Without a medical report, the state cannot prosecute the suspect, 17-year-old Abena Tawiah who had been remanded into custody by the Nkawie Circuit Court.
The suspect who is a resident of Afari, a community in the Atwima Nwabiagya South District – is facing the court on a provisional charge of causing harm.
The victim (name withheld) suffered severe burns after the suspect plugged a water-heater until it reached its boiling point on the body of the victim on Saturday, November 23, 2019.
The boy was left with burns in the cheek, chin, nose and private parts. Footages that went viral on social media showed marks of physical assault all over his body as he wept in pain.

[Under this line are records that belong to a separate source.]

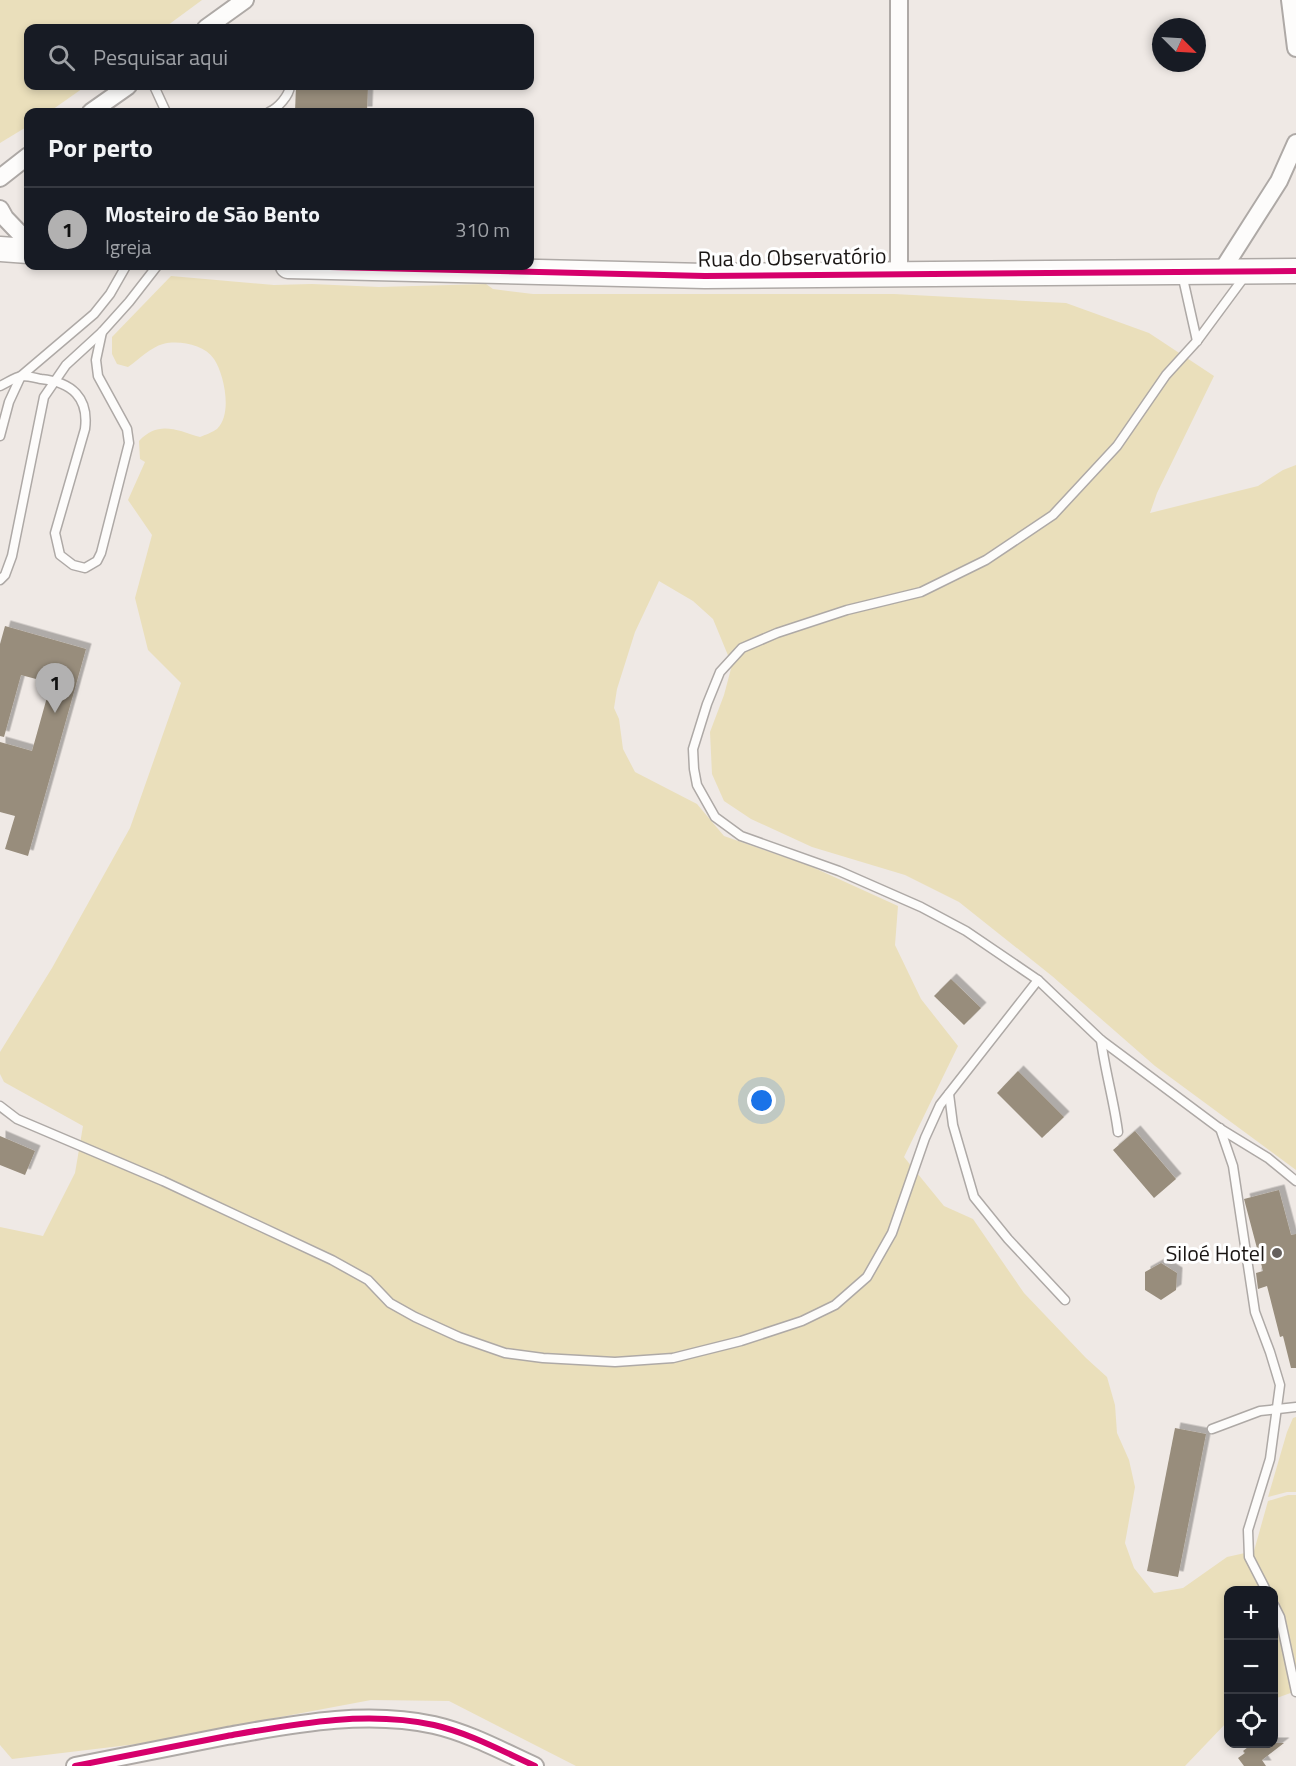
<!DOCTYPE html>
<html lang="pt">
<head>
<meta charset="utf-8">
<style>
  :root { --surface:#171b24; --page:#20242c; --text:#f1f3f6; --muted:#9ea1a6; --line:#363941; --accent:#b2b1b1 }
  body { margin:0; font-family:"Titillium Web",sans-serif; background:var(--page); color:var(--text) }
  .controls { position:absolute; right:18px; bottom:18px; display:grid; overflow:hidden; border-radius:12px; box-shadow:0 3px 9px #0003 }
  .controls button { width:54px; height:54px; display:grid; place-items:center; padding:0; border:0; border-bottom:2px solid var(--line); background:var(--surface); color:var(--text); font:30px sans-serif }
  .compass { position:absolute; left:1152px; top:18px; width:54px; height:54px; border-radius:50%; background:var(--surface); box-shadow:0 3px 9px #0003; rotate:114deg }
  .you { position:absolute; left:762px; top:1101px; width:21px; height:21px; margin:-15px; border:4px solid #fff; border-radius:50%; background:#1a73e8; box-shadow:0 0 0 9px #1a73e833 }
  .badge { display:grid; place-items:center; width:39px; height:39px; border-radius:50%; background:var(--accent); color:#111; font-size:20px; font-weight:700 }
  .pin { position:absolute; translate:-50% -50px; filter:drop-shadow(0 2px 3px #0008) }
  .pin::after { content:''; position:absolute; top:32px; width:21px; height:18px; background:inherit; clip-path:polygon(0 0,100% 0,50% 100%) }
  .list { margin:0; padding:0; list-style:none }
  h2 { display:flex; justify-content:space-between; align-items:center; height:78px; margin:0; padding:0 24px; font-size:26px }
  h2 small { font-size:20px; font-weight:400; color:var(--muted) }
  .list li { display:grid; grid-template-columns:39px 1fr auto; gap:18px; align-items:center; box-sizing:border-box; height:84px; padding:0 24px; border-top:2px solid var(--line) }
  .list b { display:block; font-size:22px; white-space:nowrap }
  .list p { margin:0; font-size:20px; white-space:nowrap; color:var(--muted) }
  .list em { font-size:20px; font-style:normal; color:var(--muted) }
  .icon { flex:none; width:33px; height:33px; fill:none; stroke:currentColor; stroke-width:2; stroke-linecap:round; stroke-linejoin:round }
  .map { position:relative; flex:none; width:1296px; height:1766px; overflow:hidden }
  .search { position:absolute; background:var(--surface); box-shadow:0 3px 9px #0003; left:24px; top:24px; width:510px; height:66px; display:flex; align-items:center; gap:15px; box-sizing:border-box; padding:0 21px; border-radius:12px; color:var(--muted); font-size:22px }
  .panel { position:absolute; background:var(--surface); box-shadow:0 3px 9px #0003; left:24px; top:108px; width:510px; height:162px; border-radius:12px }
  .map>svg:first-child { display:block }
</style>
</head>
<body>
<div class="map">
<svg width="1296" height="1766" viewBox="0 0 1296 1766">
  <defs>
    <filter id="shadow"><feDropShadow dx="5.5" dy="-5.5" stdDeviation="0" flood-color="#0004"/></filter>
  </defs>
  <rect width="100%" height="100%" fill="#efe9e5"/>
  <g fill="#eadfbb">
    <path d="M 0,0 L 202,0 L 164,28 L 28,28 L 28,86 L 86,86 L 49,112 L 28,112 L 28,126 L 0,143 Z"/>
    <path d="M 171,276 L 274,285 L 312,284 L 379,287 L 486,284 L 493,289 L 533,294 L 894,294 L 1066,303 L 1149,333 L 1214,376 L 1157,493 L 1150,513 L 1258,486 L 1283,470 L 1296,465 L 1296,1170 L 1155,1066 L 1052,976 L 959,902 L 905,875 L 812,847 L 751,819 L 724,801 L 712,774 L 710,732 L 724,695 L 732,665 L 713,619 L 693,601 L 659,581 L 635,632 L 617,689 L 614,708 L 619,719 L 623,749 L 635,772 L 697,804 L 724,836 L 810,866 L 898,906 L 895,945 L 921,999 L 958,1046 L 904,1157 L 944,1206 L 973,1219 L 1024,1293 L 1086,1358 L 1107,1377 L 1115,1405 L 1117,1433 L 1129,1460 L 1135,1487 L 1125,1543 L 1134,1568 L 1154,1593 L 1183,1588 L 1227,1557 L 1254,1551 L 1268,1501 L 1288,1495 L 1296,1495 L 1296,1691 L 1274,1699 L 1274,1590 L 1228,1590 L 1228,1721 L 1185,1766 L 576,1766 L 449,1701 L 371,1700 L 137,1744 L 12,1759 L 0,1745 L 0,1227 L 43,1236 L 75,1173 L 83,1126 L 4,1082 L 0,1074 L 0,1052 L 52,968 L 130,828 L 181,683 L 148,650 L 135,598 L 152,535 L 128,500 L 145,462 L 140,459 L 139,441 C 158,420 177,430 200,437 C 205,435 213,432 217,429 C 233,414 224,374 214,359 C 204,344 178,340 163,344 C 151,347 138,360 128,367 L 117,364 L 112,354 L 112,337 Z"/>
    <path d="M 1296,1417 L 1296,1492 L 1287,1492 L 1268,1497 L 1287,1432 L 1293,1418 Z"/>
  </g>
  <g fill="#988d7c" filter="url(#shadow)">
    <path d="M 296,86 L 368,86 L 367,112 L 295,112 Z"/>
    <path d="M 5,626 L 86,649 L 28,856 L 5,849 L 15,816 L 0,812 L 0,742 L 32,751 L 51,683 L 21,675 L 4,737 L 0,736 L 0,644 Z"/>
    <path d="M 951,979 L 981,1008 L 964,1025 L 934,996 Z"/>
    <path d="M 1018,1071 L 1064,1117 L 1042,1138 L 997,1093 Z"/>
    <path d="M 1135,1131 L 1176,1179 L 1154,1198 L 1113,1150 Z"/>
    <path d="M 0,1136 L 35,1151 L 25,1175 L 0,1165 Z"/>
    <path d="M 1279,1190 L 1291,1235 L 1296,1234 L 1296,1368 L 1291,1368 L 1283,1336 L 1280,1337 L 1267,1286 L 1258,1289 L 1256,1273 L 1263,1271 L 1244,1199 Z"/>
    <path d="M 1161,1263 L 1177,1273 L 1176,1290 L 1161,1300 L 1145,1290 L 1145,1272 Z"/>
    <path d="M 1175,1428 L 1206,1434 L 1178,1577 L 1147,1571 Z"/>
    <path d="M 1253,1743 L 1284,1743 L 1262,1760 L 1266,1766 L 1244,1766 L 1238,1758 L 1245,1753 L 1243,1751 Z"/>
  </g>
  <g fill="none" stroke-linecap="round" stroke-linejoin="round">
    <g stroke="#aea9a6" stroke-width="11">
      <g id="lane">
        <path d="M 154,86 L 166,112"/>
        <path d="M 269,112 C 278,108 289,96 290,86"/>
        <path d="M 1182,274 L 1197,341"/>
        <path d="M 1245,276 L 1197,341 L 1166,375 L 1117,446 L 1053,515 L 986,560 L 921,592 L 847,610 L 777,633 L 742,648 L 720,672 L 707,704 L 693,749 L 694,769 L 697,785 L 715,817 L 741,836 L 839,871 L 921,907 L 966,931 L 1038,980 L 1101,1040 L 1219,1128 L 1268,1158 L 1296,1181"/>
        <path d="M 0,386 C 7,383 15,377 22,376 C 28,376 36,378 41,379 C 72,382 89,398 85,429 L 55,533 L 60,555 L 73,565 L 85,568 L 97,561 L 101,553 L 129,443 L 127,429 L 98,376 L 96,360 L 102,332"/>
        <path d="M 0,436 L 9,402 L 21,376 L 94,314 L 110,294 L 126,266"/>
        <path d="M 0,580 L 5,575 L 12,556 L 44,397 L 66,365 L 102,332 L 129,302 L 157,266"/>
        <path d="M 1101,1040 C 1105,1071 1114,1101 1118,1132"/>
        <path d="M 949,1094 L 953,1125 L 974,1197 L 1008,1239 L 1065,1300"/>
        <path d="M 0,1106 L 17,1119 L 163,1181 L 332,1260 L 368,1280 L 390,1303 L 415,1317 L 459,1337 L 505,1353 L 543,1358 L 615,1362 L 673,1358 L 741,1341 L 802,1321 L 835,1305 L 867,1277 L 892,1233 L 925,1138 L 940,1105 L 1038,980"/>
        <path d="M 1220,1128 L 1233,1166 L 1255,1312 L 1270,1352 L 1280,1385 L 1270,1459 L 1248,1530 L 1249,1557 L 1266,1590"/>
        <path d="M 1212,1429 L 1260,1411 L 1296,1407"/>
        <path d="M 1274,1605 L 1280,1617 L 1296,1692"/>
      </g>
    </g>
    <g stroke="#aea9a6" stroke-width="20">
      <g id="street">
        <path d="M 1290,0 L 1296,48"/>
        <path d="M 206,28 L 245,0"/>
        <path d="M 91,112 L 128,86"/>
        <path d="M 0,178 L 28,156"/>
        <path d="M 0,209 L 5,218 L 28,242"/>
        <path d="M 1221,272 L 1279,181 L 1296,143"/>
        <path d="M 899,274 L 899,0"/>
        <path d="M 75,1766 C 125,1756 176,1746 227,1736 C 295,1724 365,1710 434,1725 C 469,1733 502,1751 535,1766"/>
      </g>
    </g>
    <g stroke="#aea9a6" stroke-width="27">
      <g id="secondary">
        <path d="M 0,249 L 28,251"/>
        <path d="M 288,266 L 705,276 L 1296,271"/>
      </g>
    </g>
    <use href="#lane" stroke="#fdfcfb" stroke-width="8"/>
    <use href="#street" stroke="#fdfcfb" stroke-width="16"/>
    <use href="#secondary" stroke="#fdfcfb" stroke-width="24"/>
    <g stroke="#fff" stroke-width="10">
      <g id="cycleway">
        <path d="M 288,266 L 705,276 L 1296,271"/>
        <path d="M 75,1766 C 125,1756 176,1746 227,1736 C 295,1724 365,1710 434,1725 C 469,1733 502,1751 535,1766"/>
      </g>
    </g>
    <use href="#cycleway" stroke="#d6006c" stroke-width="6"/>
  </g>
  <circle fill="#65605d" stroke="#fff" stroke-width="2" cx="1277" cy="1253" r="6"/>
  <g text-anchor="middle" stroke-width="6" stroke-linejoin="round" paint-order="stroke">
    <g font-size="22" fill="#1a1614" stroke="#fff">
      <text transform="translate(792 257) rotate(-1)" y="8">Rua do Observatório</text>
    </g>
    <g font-size="22" fill="#1a1614" stroke="#fff" text-anchor="end">
      <text x="1265" y="1261">Siloé Hotel</text>
    </g>
  </g>
</svg>
<div class="controls">
<button>+</button>
<button>−</button>
<button><svg class="icon" aria-label="locate" viewBox="0 0 24 24"><circle cx="12" cy="12" r="6"/><path d="M12 2v4M12 18v4M2 12h4M18 12h4"/></svg></button>
</div>
<svg class="compass" viewBox="-18 -18 36 36"><path d="M0-13l5 13h-10z" fill="#e53935"/><path d="M0 13l5-13h-10z" fill="#9ea1a6"/></svg>
<div class="you"></div>
<div class="pin badge" style="left:55px;top:713px">1</div>
<div class="search"><svg class="icon" aria-label="search" viewBox="0 0 24 24"><circle cx="10" cy="10" r="6"/><path d="M15 15l6 6"/></svg>Pesquisar aqui</div>
<section class="panel">
<h2>Por perto<small></small></h2>
<ul class="list">
<li><span class="badge">1</span><div><b>Mosteiro de São Bento</b><p>Igreja</p></div><em>310 m</em></li>
</ul>
</section>
</div>
</body>
</html>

He was receiving treatment at Komfo Anokye Teaching Hospital and has since been discharged.
Dailymailgh investigations at the Domestic Violence and Victim Support Unit (DOVVSU) at the Nkawie District Command has, however, revealed that the police is yet to be furnished with the report to complete their investigations.
“We are having a problem with the medical report of the child. So I am sending a letter to Komfo Anokye requesting that they should release the medical report for us”, a source at DOVVSU told Dailymailgh.
The police is also considering reaching out to the Municipal Assembly for support, the source further indicated.
When Dailymailgh contacted officials at the Komfo Anokye Teaching Hospital, they explained that the hospital cannot be held for the delay of the report, adding that it has been the standard practice for many years.
“The money is for the doctor to be able to respond to all further investigations even if he has to be present at the court to testify and so the money goes to the doctor and not the hospital”, spokesperson for KATH Kwame Frimpong said.
“This is not a medical care cost it is a medical report and it is in the armpit of the doctor”, he further clarified.
Funding by the state
Medical bills of such victims of child abuse is expected to be borne by the state, with the establishment of the Domestic Violence Support Fund.
This obligation on the state was confirmed by the Supreme Court decision in a suit brought by a legal practitioner, Martin Kpebu.
Human Rights advocates have criticised government of not doing enough to support such victims.
Like this two-year-old victim, help is yet to come from state institutions mandated to offer such assistance.
If the family is unable to secure the medical report, their pursuit of justice will be impaired as the traumatized two-year-old boy continues to struggle.